MADRID — Hace unas semanas Katharine Viner, la directora de The Guardian, culpaba al algoritmo. En un artículo re-leído, re-citado, hablaba de ese “filtro burbuja” por el cual Google te muestra las opiniones que coinciden con la tuya, y contaba la historia de un amigo que, el día después del brexit, no encontraba en su Facebook a nadie que celebrara el resultado: todos los que veía estaban, como él, lamentándolo. La burbuja existe, pero es probable que no sea culpa de ese algoritmo tan temido. Es fácil atacar a los malos conocidos; más difícil pensar que la culpa sea propia.
El periodismo más prestigioso —¿el mejor periodismo?— del mundo se ha pasado estos meses mirando con ahínco la campaña electoral estadounidense. Una vez más, el mejor periodismo (?) se dedicó a confirmar lo que creía saber, a contar lo que lo confortaba y confortaba a sus lectores. Una vez más, el mejor periodismo (?) se enfrascó en un campeonato de ombligos, una conversa de besugos. Una vez más, no entendimos: no supimos leer lo que estaba allí delante.
Y no es solo la prensa, por supuesto; es ese —módico— sector de la sociedad que la consume y la modela, usted, él, ella, su jefe, su cuñada, mi tía Cata, el ministro, el secretario del ministro, su ginecóloga, aquel compañero del colegio, mis amigos, sus amigos, nosotros. Somos —creemos— los que nos interesamos por nuestra sociedad, los que estamos al tanto, los que tratamos de pensarla. Y se diría que seguimos creyendo en la vieja teoría del derrame: suponemos que los que manejamos la palabra pública —algunos periodistas pero sobre todo cantantes, directores, presentadores, publicistas, intelectuales varios, los famosos políticos— definimos lo que dicen nuestras sociedades. Suponemos, supongo, que nuestra posición dominante —nuestro control de los discursos y los medios— nos permite manejar el capital cultural y que, si acaso, a los demás les caen las gotas: que los demás piensan como nosotros solo que un poco menos y que, en última instancia, harán lo que creemos.
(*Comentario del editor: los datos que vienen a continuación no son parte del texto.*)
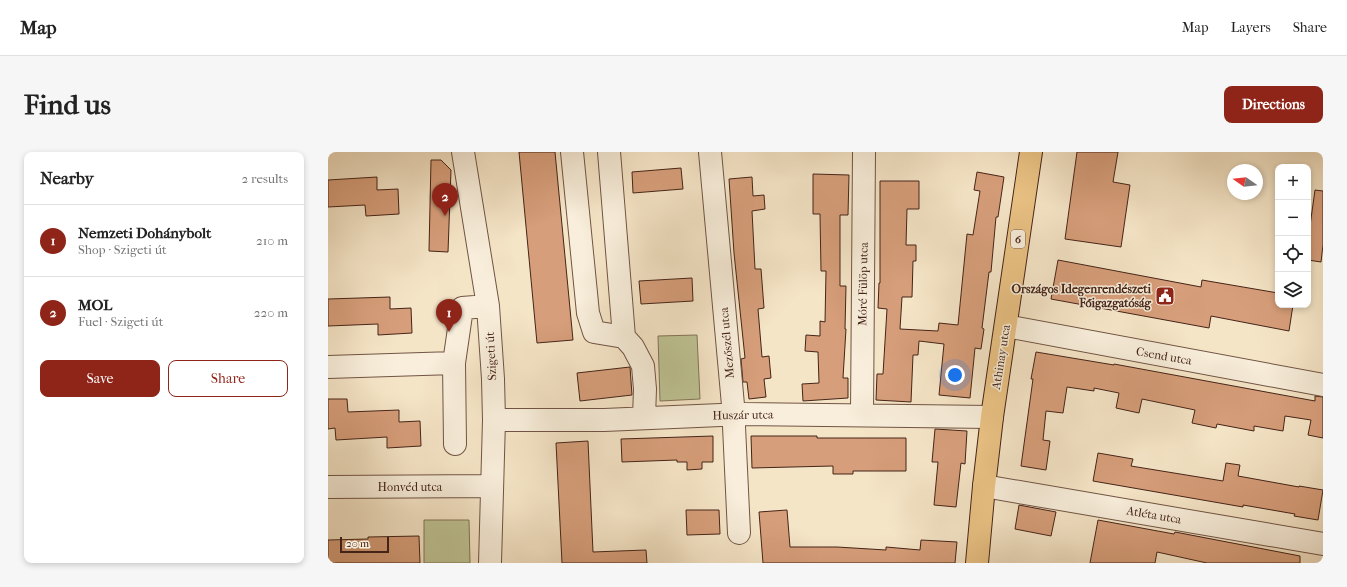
<!DOCTYPE html>
<meta charset="utf-8">
<style>
:root{--surface:#fff;--page:#f6f6f6;--text:#222;--muted:#767676;--line:#e0e0e0;--accent:#8f2418}
body{margin:0;font-family:"IM FELL French Canon",serif;background:var(--page);color:var(--text)}
.controls{position:absolute;right:12px;top:12px;display:grid;overflow:hidden;border-radius:8px;box-shadow:0 2px 6px #0003}
.controls button{width:36px;height:36px;display:grid;place-items:center;padding:0;border:0;border-bottom:1px solid var(--line);background:var(--surface);color:var(--text);font:20px sans-serif}
.compass{position:absolute;left:899px;top:12px;width:36px;height:36px;border-radius:50%;background:var(--surface);box-shadow:0 2px 6px #0003;rotate:284deg}
.scale{position:absolute;left:12px;bottom:10px;width:49px;box-sizing:border-box;padding-left:4px;border:2px solid #452418;border-top:0;font-size:11px;line-height:14px;white-space:nowrap;color:#452418;-webkit-text-stroke:3px #f8eedb;paint-order:stroke}
.you{position:absolute;left:627px;top:223px;width:14px;height:14px;margin:-10px;border:3px solid #fff;border-radius:50%;background:#1a73e8;box-shadow:0 0 0 6px #1a73e833}
.badge{display:grid;place-items:center;width:26px;height:26px;border-radius:50%;background:var(--accent);color:#fff;font-size:13px;font-weight:700}
.pin{position:absolute;translate:-50% -33px;filter:drop-shadow(0 1px 2px #0008)}
.pin::after{content:'';position:absolute;top:21px;width:14px;height:12px;background:inherit;clip-path:polygon(0 0,100% 0,50% 100%)}
.list{margin:0;padding:0;list-style:none}
h2{display:flex;justify-content:space-between;align-items:center;height:52px;margin:0;padding:0 16px;font-size:17px}
h2 small{font-size:13px;font-weight:400;color:var(--muted)}
.list li{display:grid;grid-template-columns:26px 1fr auto;gap:12px;align-items:center;box-sizing:border-box;height:72px;padding:0 16px;border-top:1px solid var(--line)}
.list b{display:block;font-size:15px;white-space:nowrap}
.list p{margin:0;font-size:13px;white-space:nowrap;color:var(--muted)}
.list em{font-size:13px;font-style:normal;color:var(--muted)}
.actions{display:flex;gap:8px;padding:12px 16px}
.actions a{flex:1;padding:9px 0;border:1px solid var(--accent);border-radius:8px;text-align:center;font-size:14px;color:var(--accent)}
.actions .main{background:var(--accent);color:#fff}
.icon{flex:none;width:22px;height:22px;fill:none;stroke:currentColor;stroke-width:2;stroke-linecap:round;stroke-linejoin:round}
.map{position:relative;flex:none;width:995px;height:411px;overflow:hidden;border-radius:8px}
header{display:flex;align-items:center;gap:24px;box-sizing:border-box;height:56px;padding:0 20px;background:var(--surface);border-bottom:1px solid var(--line)}
header strong{font-size:19px}
nav{display:flex;gap:22px;margin-inline-start:auto;font-size:14px}
.intro{display:flex;align-items:center;justify-content:space-between;box-sizing:border-box;height:96px;padding:0 24px}
h1{margin:0;font-size:28px}
.button{padding:10px 18px;border-radius:8px;background:var(--accent);color:#fff;font-size:14px;font-weight:700}
main{display:flex;gap:24px;padding:0 24px}
aside{flex:1;background:var(--surface);border-radius:8px;box-shadow:0 2px 6px #0003}
.map>svg:first-child{display:block}
.green{fill:#bec394;stroke:#827456}
.building{fill:#d69e7a;stroke:#452418}
.lines{fill:none;stroke-linecap:round;stroke-linejoin:round}
.minor-casing{stroke:#715444;stroke-width:24}
.major-casing{stroke:#452418;stroke-width:24}
.minor{stroke:#f8eedb;stroke-width:22}
.major{stroke:#eac284;stroke-width:22}
.labels{text-anchor:middle;stroke-width:3;stroke-linejoin:round;paint-order:stroke}
.shield{fill:#f8eedb;stroke:#7b6152;stroke-width:1}
.shield-label{font-size:11px;font-weight:bold;fill:#452418}
.street-label{font-size:12px;fill:#452418;stroke:#f8eedb}
.poi-label{font-size:12px;font-weight:bold;fill:#452418;stroke:#f8eedb;text-anchor:end}
</style>
<header>
<strong>Map</strong>
<nav><a>Map</a><a>Layers</a><a>Share</a></nav>
</header>
<div class="intro"><h1>Find us</h1><a class="button">Directions</a></div>
<main>
<aside>
<h2>Nearby<small>2 results</small></h2>
<ul class="list">
<li><span class="badge">1</span><div><b>Nemzeti Dohánybolt</b><p>Shop · Szigeti út</p></div><em>210 m</em></li>
<li><span class="badge">2</span><div><b>MOL</b><p>Fuel · Szigeti út</p></div><em>220 m</em></li>
</ul>
<div class="actions"><a class="main">Save</a><a>Share</a></div>
</aside>
<div class="map">
<svg width="995" height="411" viewBox="0 0 995 411">
<rect width="100%" height="100%" fill="#f5e5c7"/>
<filter id="stains"><feTurbulence type="fractalNoise" baseFrequency=".005" numOctaves="4"/><feColorMatrix values="0 0 0 0 .2 0 0 0 0 .09 0 0 0 0 .02 0 0 0 .5 -.17"/></filter>
<radialGradient id="worn" r=".72"><stop offset=".6" stop-color="#630" stop-opacity="0"/><stop offset="1" stop-color="#630" stop-opacity=".3"/></radialGradient>
<path class="green" d="M 369,183 L 372,247 L 332,249 L 330,184 Z
M 96,368 L 141,368 L 142,411 L 96,411 Z"/>
<path class="building" d="M 191,0 L 227,0 L 245,188 L 209,191 Z
M 749,0 L 790,0 L 785,30 L 802,33 L 793,95 L 737,87 Z
M 103,8 L 113,8 L 123,18 L 120,100 L 101,99 Z
M 353,16 L 355,37 L 305,41 L 304,20 Z
M 649,20 L 676,25 L 670,65 L 668,65 L 663,120 L 661,120 L 654,176 L 656,177 L 653,197 L 647,196 L 642,246 L 611,243 L 616,192 L 591,189 L 590,203 L 585,203 L 583,250 L 548,248 L 549,222 L 555,222 L 559,157 L 550,156 L 551,131 L 552,131 L 552,29 L 591,29 L 591,57 L 579,57 L 578,93 L 588,93 L 588,109 L 585,109 L 584,145 L 574,145 L 572,177 L 610,179 L 611,171 L 630,173 L 639,82 L 645,83 L 652,39 L 646,38 Z
M 485,22 L 521,23 L 520,63 L 512,63 L 512,134 L 518,134 L 517,177 L 518,177 L 515,226 L 520,226 L 520,246 L 475,249 L 474,232 L 491,231 L 490,200 L 477,199 L 478,183 L 492,184 L 492,169 L 497,170 L 498,119 L 493,119 L 492,62 L 485,62 Z
M 49,25 L 49,38 L 70,37 L 71,62 L 38,64 L 37,53 L 0,55 L 0,28 Z
M 424,25 L 425,44 L 436,43 L 437,57 L 424,59 L 427,117 L 433,117 L 436,156 L 430,157 L 434,205 L 441,204 L 443,226 L 436,227 L 438,245 L 421,247 L 419,230 L 415,230 L 413,207 L 417,206 L 406,101 L 401,27 Z
M 987,38 L 995,39 L 995,93 L 993,110 L 980,108 L 980,88 Z
M 730,108 L 873,135 L 874,128 L 950,141 L 950,153 L 965,153 L 961,179 L 883,164 L 881,176 L 723,147 Z
M 364,126 L 365,149 L 313,152 L 311,129 Z
M 62,145 L 62,157 L 83,156 L 84,181 L 50,183 L 50,172 L 0,174 L 0,147 Z
M 708,200 L 786,213 L 786,212 L 987,249 L 987,244 L 995,245 L 995,286 L 980,283 L 983,268 L 957,264 L 955,279 L 926,274 L 926,279 L 889,272 L 888,276 L 864,271 L 867,258 L 814,247 L 811,261 L 788,256 L 791,241 L 766,236 L 766,239 L 739,235 L 735,261 L 718,259 L 715,288 L 722,289 L 718,318 L 693,314 L 705,227 L 703,227 Z
M 302,215 L 304,243 L 252,249 L 249,221 Z
M 0,247 L 19,247 L 20,260 L 71,258 L 71,270 L 92,269 L 93,294 L 59,296 L 59,285 L 8,288 L 7,276 L 0,277 Z
M 607,277 L 639,279 L 637,312 L 633,311 L 628,355 L 606,353 L 610,310 L 604,310 Z
M 385,284 L 385,310 L 374,310 L 374,317 L 359,318 L 359,310 L 349,310 L 349,308 L 294,310 L 293,287 Z
M 423,284 L 489,284 L 489,286 L 578,286 L 578,319 L 525,319 L 525,322 L 505,322 L 505,314 L 424,316 Z
M 260,289 L 265,400 L 318,398 L 319,411 L 234,411 L 228,291 Z
M 770,301 L 805,307 L 803,314 L 895,329 L 898,311 L 912,313 L 910,324 L 971,335 L 971,334 L 995,338 L 990,368 L 966,364 L 967,362 L 915,353 L 915,355 L 765,329 Z
M 691,353 L 728,360 L 723,384 L 687,377 Z
M 358,358 L 391,358 L 392,382 L 359,383 Z
M 459,358 L 462,395 L 509,395 L 558,398 L 558,395 L 592,398 L 593,388 L 629,390 L 627,411 L 435,411 L 431,360 Z
M 770,368 L 846,382 L 847,380 L 972,404 L 972,411 L 879,411 L 829,400 L 827,411 L 762,411 Z
M 91,384 L 92,411 L 0,411 L 0,388 L 40,387 L 40,385 Z"/>
<g class="lines">
<g class="minor-casing">
<path id="minor" d="M 135,0 L 160,154 L 165,227 L 166,268 L 162,411
M 244,0 L 260,161 L 266,180 L 296,185 L 305,195 L 315,214 L 317,237 L 316,265
M 281,0 L 296,185
M 382,0 L 405,253 L 411,381
M 678,174 L 995,233
M 126,211 L 127,292
M 0,215 L 126,211 L 134,156 L 160,154
M 534,263 L 536,0
M 166,268 L 276,268 L 416,262 L 664,265
M 656,334 L 995,392
M 0,335 L 163,334"/>
</g>
<g class="major-casing">
<path id="major" d="M 649,411 L 656,334 L 664,265 L 703,0"/>
</g>
<use href="#minor" class="minor"/>
<use href="#major" class="major"/>
</g>
<defs>
<g id="civic-square" transform="scale(1)"><rect x="-9" y="-9" width="18" height="18" rx="4" fill="#8f2418" stroke="#f8eedb"/><path d="M-.6-6.5H3V-4.5H.6V-3L4-1V1h2V6H-6V1h2V-1L-.6-3ZM-1.2 2.5V6h2.4V2.5Z" fill="#fff"/></g>
</defs>
<g fill-rule="evenodd">
<use href="#civic-square" x="837" y="144"/>
</g>
<g class="labels">
<rect class="shield" x="683" y="78" width="14" height="18" rx="3"/>
<g class="shield-label">
<text x="690" y="91">6</text>
</g>
<g class="street-label">
<text transform="translate(535 132) rotate(-89)" y="4">Móré Fülöp utca</text>
<text transform="translate(399 191) rotate(-95)" y="4">Mezőszél utca</text>
<text transform="translate(163 204) rotate(-93)" y="4">Szigeti út</text>
<text transform="translate(836 204) rotate(10)" y="4">Csend utca</text>
<text transform="translate(673 205) rotate(-81)" y="4">Athinay utca</text>
<text transform="translate(415 263) rotate(-1)" y="4">Huszár utca</text>
<text x="82" y="339">Honvéd utca</text>
<text transform="translate(826 363) rotate(10)" y="4">Atléta utca</text>
</g>
<g class="poi-label">
<text x="823" y="141">Országos Idegenrendészeti<tspan x="823" dy="14">Főigazgatóság</tspan></text>
</g>
</g>
<rect width="100%" height="100%" filter="url(#stains)"/>
<rect width="100%" height="100%" fill="url(#worn)"/>
</svg>
<div class="controls">
<button>+</button>
<button>−</button>
<button><svg class="icon" aria-label="locate" viewBox="0 0 24 24"><circle cx="12" cy="12" r="6"/><path d="M12 2v4M12 18v4M2 12h4M18 12h4"/></svg></button>
<button><svg class="icon" aria-label="layers" viewBox="0 0 24 24"><path d="M12 4l9 5-9 5-9-5zM3 14l9 5 9-5"/></svg></button>
</div>
<svg class="compass" viewBox="-18 -18 36 36"><path d="M0-13l5 13h-10z" fill="#e53935"/><path d="M0 13l5-13h-10z" fill="#767676"/></svg>
<div class="scale">20 m</div>
<div class="you"></div>
<div class="pin badge" style="left:121px;top:180px">1</div>
<div class="pin badge" style="left:117px;top:64px">2</div>
</div>
</main>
Pero resulta que no: tantos viven distinto, piensan distinto, imaginan distinto. No menos, no peor: distinto. Y nosotros, los dueños supuestos del discurso, no procuramos siquiera saber cómo. Para nosotros, ellos —millones y millones de personas que no entendemos, que no conocemos— son datos, números: a lo sumo, para tratar de manejarlos, intentamos averiguar sus cantidades.
Durante décadas el sistema pareció funcionar: las mayorías reproducían los comportamientos que les imaginaban las dirigencias —políticas, económicas, culturales—, ya no. El 2016 ha sido, para descubrirlo, un año clave. El 2016 fue el año que demostró que muchos de los que nos dedicamos a contar y pensar nuestro tiempo no entendemos lo que pasa en nuestras sociedades, y que la realidad es tan taimada como para actuar sin preguntarnos; el año en que tantas personas, en distintos países, de distintas maneras, chocaron de pronto con una roca oscura y descubrieron que esa roca era el mundo en que viven, su país, sus paisanos.
El choque fue tremendo: el brexit tras la Mancha, el No en el plebiscito colombiano, el presidente Trump. Lo que no podía pasar está pasando más y más; lo que no podía pasar sí que podía. Hay que reformular la idea: podía, solo que no sabíamos. Ya no sabemos qué puede o no puede pasar, ya no tenemos referencias sólidas porque dejamos de querer saber cómo son los otros, cómo somos. Nos alcanzaba con adaptar lo que veíamos a lo que suponíamos: reducir el mundo a nuestros preconceptos.